The men's hammer throw event at the 1952 Summer Olympics took place on 24 July at the Helsinki Olympic Stadium. There were 33 competitors from 18 nations. The maximum number of athletes per nation had been set at 3 since the 1930 Olympic Congress. The event was won by József Csermák of Hungary, the nation's second consecutive victory in the event. Imre Németh, who had won four years earlier, took bronze; he was the fourth man to win multiple medals in the event. Silver went to Karl Storch of Germany.

Background

This was the 11th appearance of the event, which has been held at every Summer Olympics except 1896. Six of the 13 finalists from the 1948 Games returned: gold medalist Imre Németh of Hungary, silver medalist Ivan Gubijan of Yugoslavia, fourth-place finisher Samuel Felton of the United States, fifth-place finisher Lauri Tamminen of Finland, seventh-place finisher Teseo Taddia of Italy, and eleventh-place finisher Duncan Clark of Great Britain. Németh was among the favorites to repeat; other contenders included 1950 European champion Sverre Strandli of Norway and Karl Storch of Germany.

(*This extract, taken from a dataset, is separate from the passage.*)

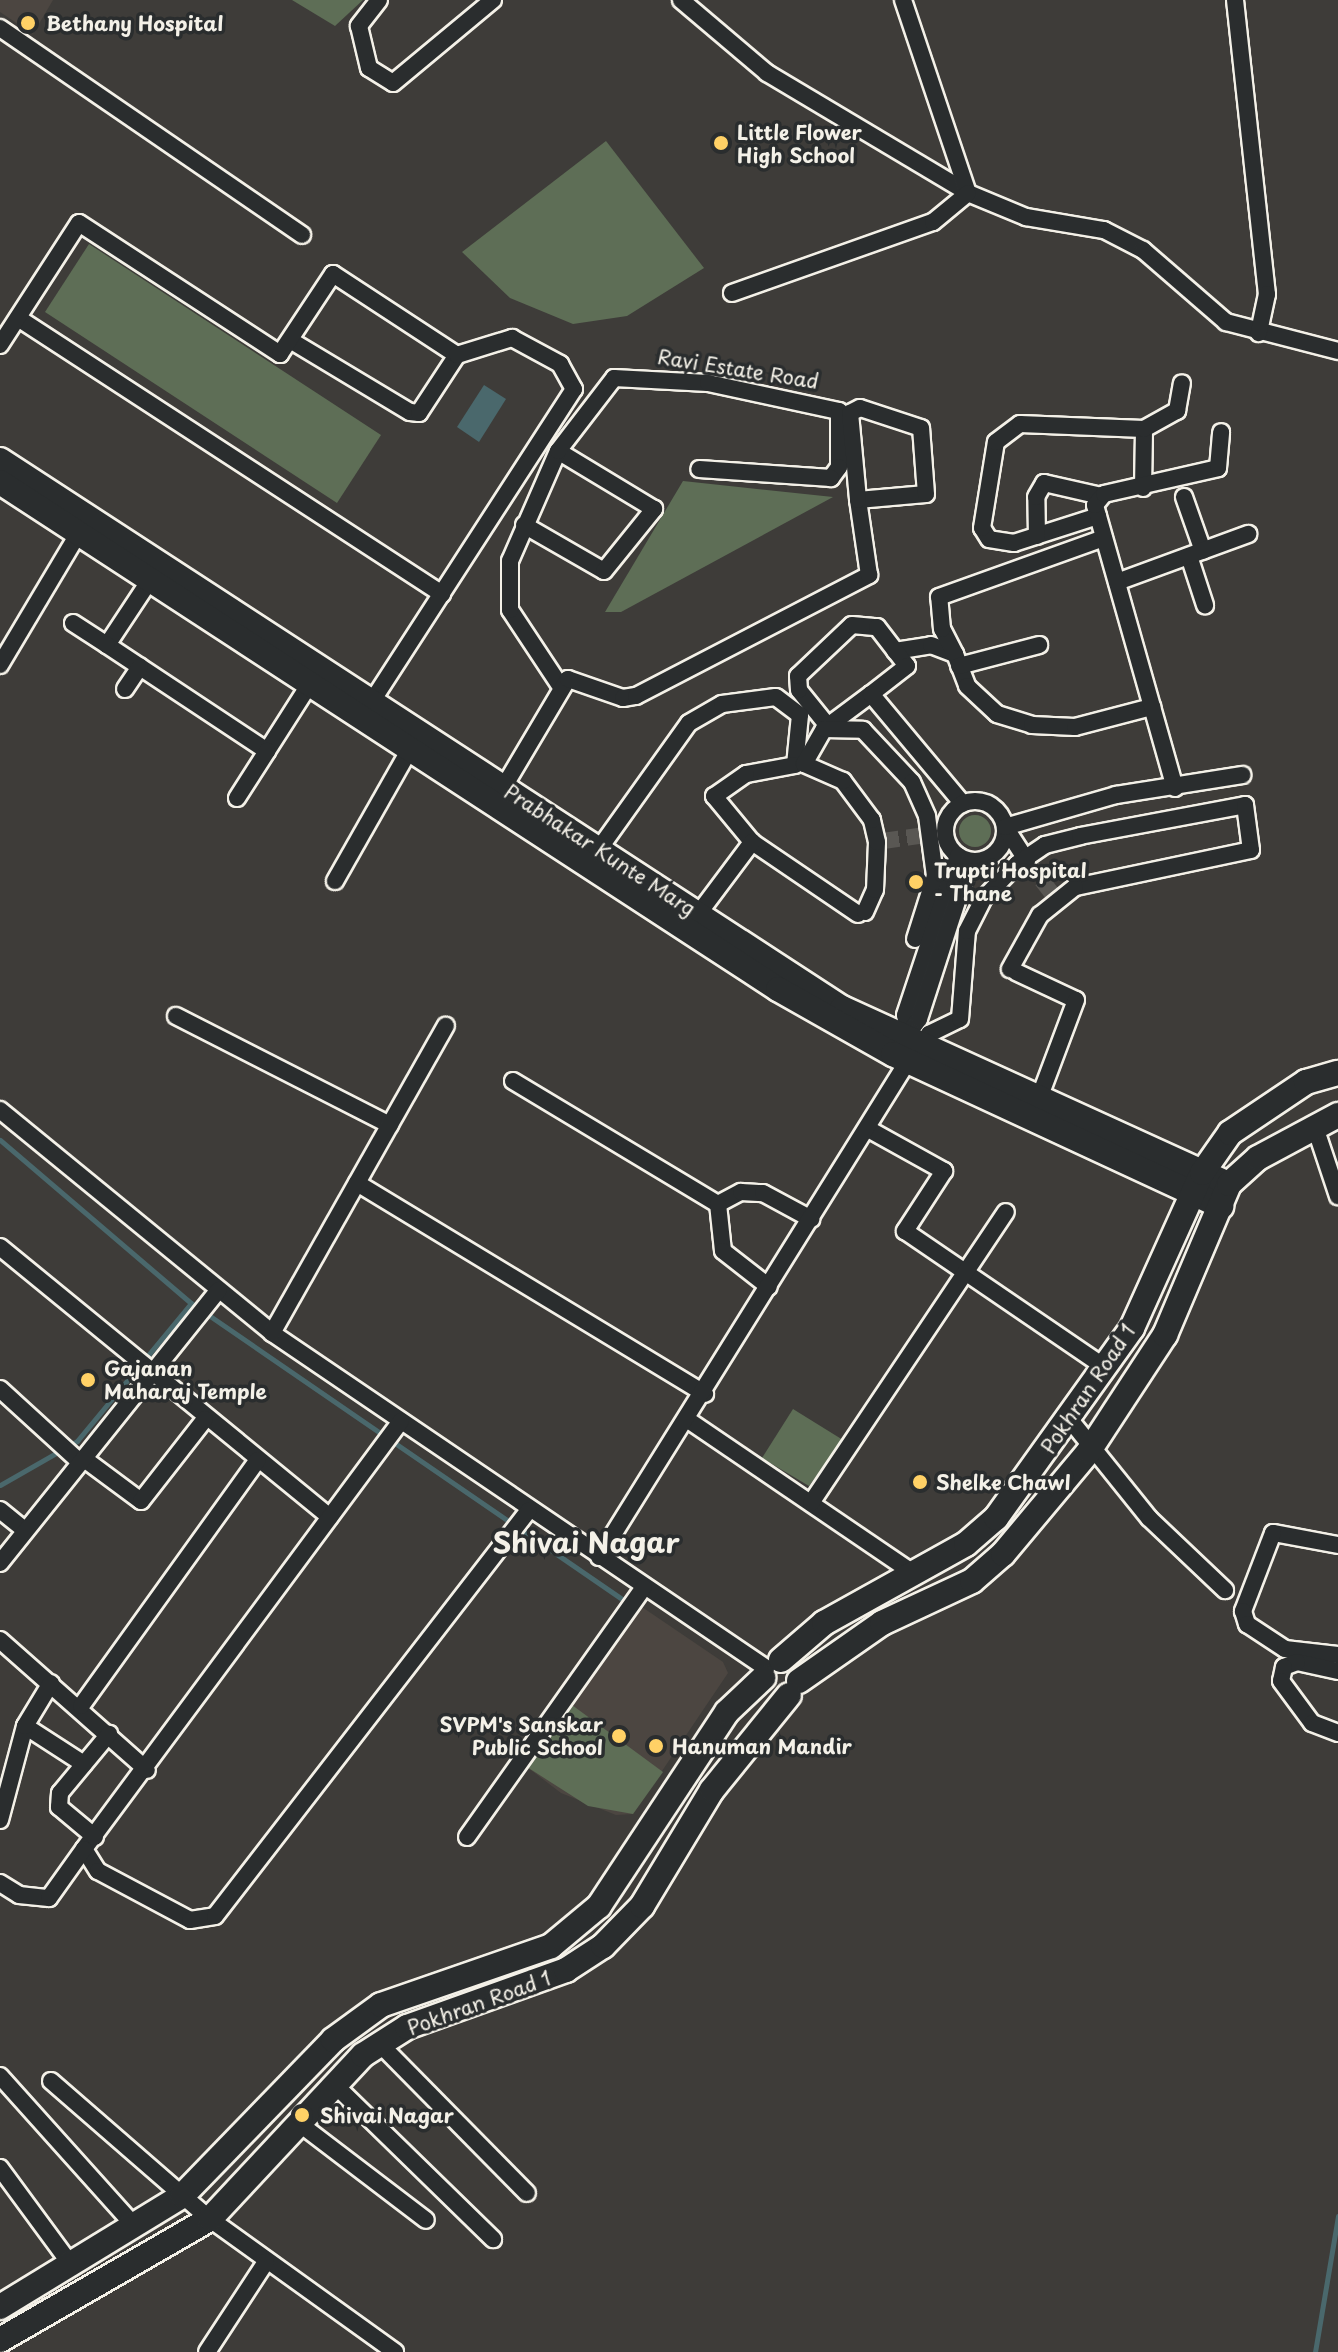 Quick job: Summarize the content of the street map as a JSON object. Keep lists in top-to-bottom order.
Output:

Belgium, Pakistan, Puerto Rico, Romania, and the Soviet Union each made their debut in the event. The United States appeared for the 11th time, the only nation to have competed at each appearance of the event to that point.

Competition format

The competition used the two-round format introduced in 1936, with the qualifying round completely separate from the divided final. In qualifying, each athlete received three attempts; those recording a mark of at least 49.00 metres advanced to the final. If fewer than 12 athletes achieved that distance, the top 12 would advance. The results of the qualifying round were then ignored. Finalists received three throws each, with the top six competitors receiving an additional three attempts. The best distance among those six throws counted.

Records

Prior to the competition, the existing world and Olympic records were as follows.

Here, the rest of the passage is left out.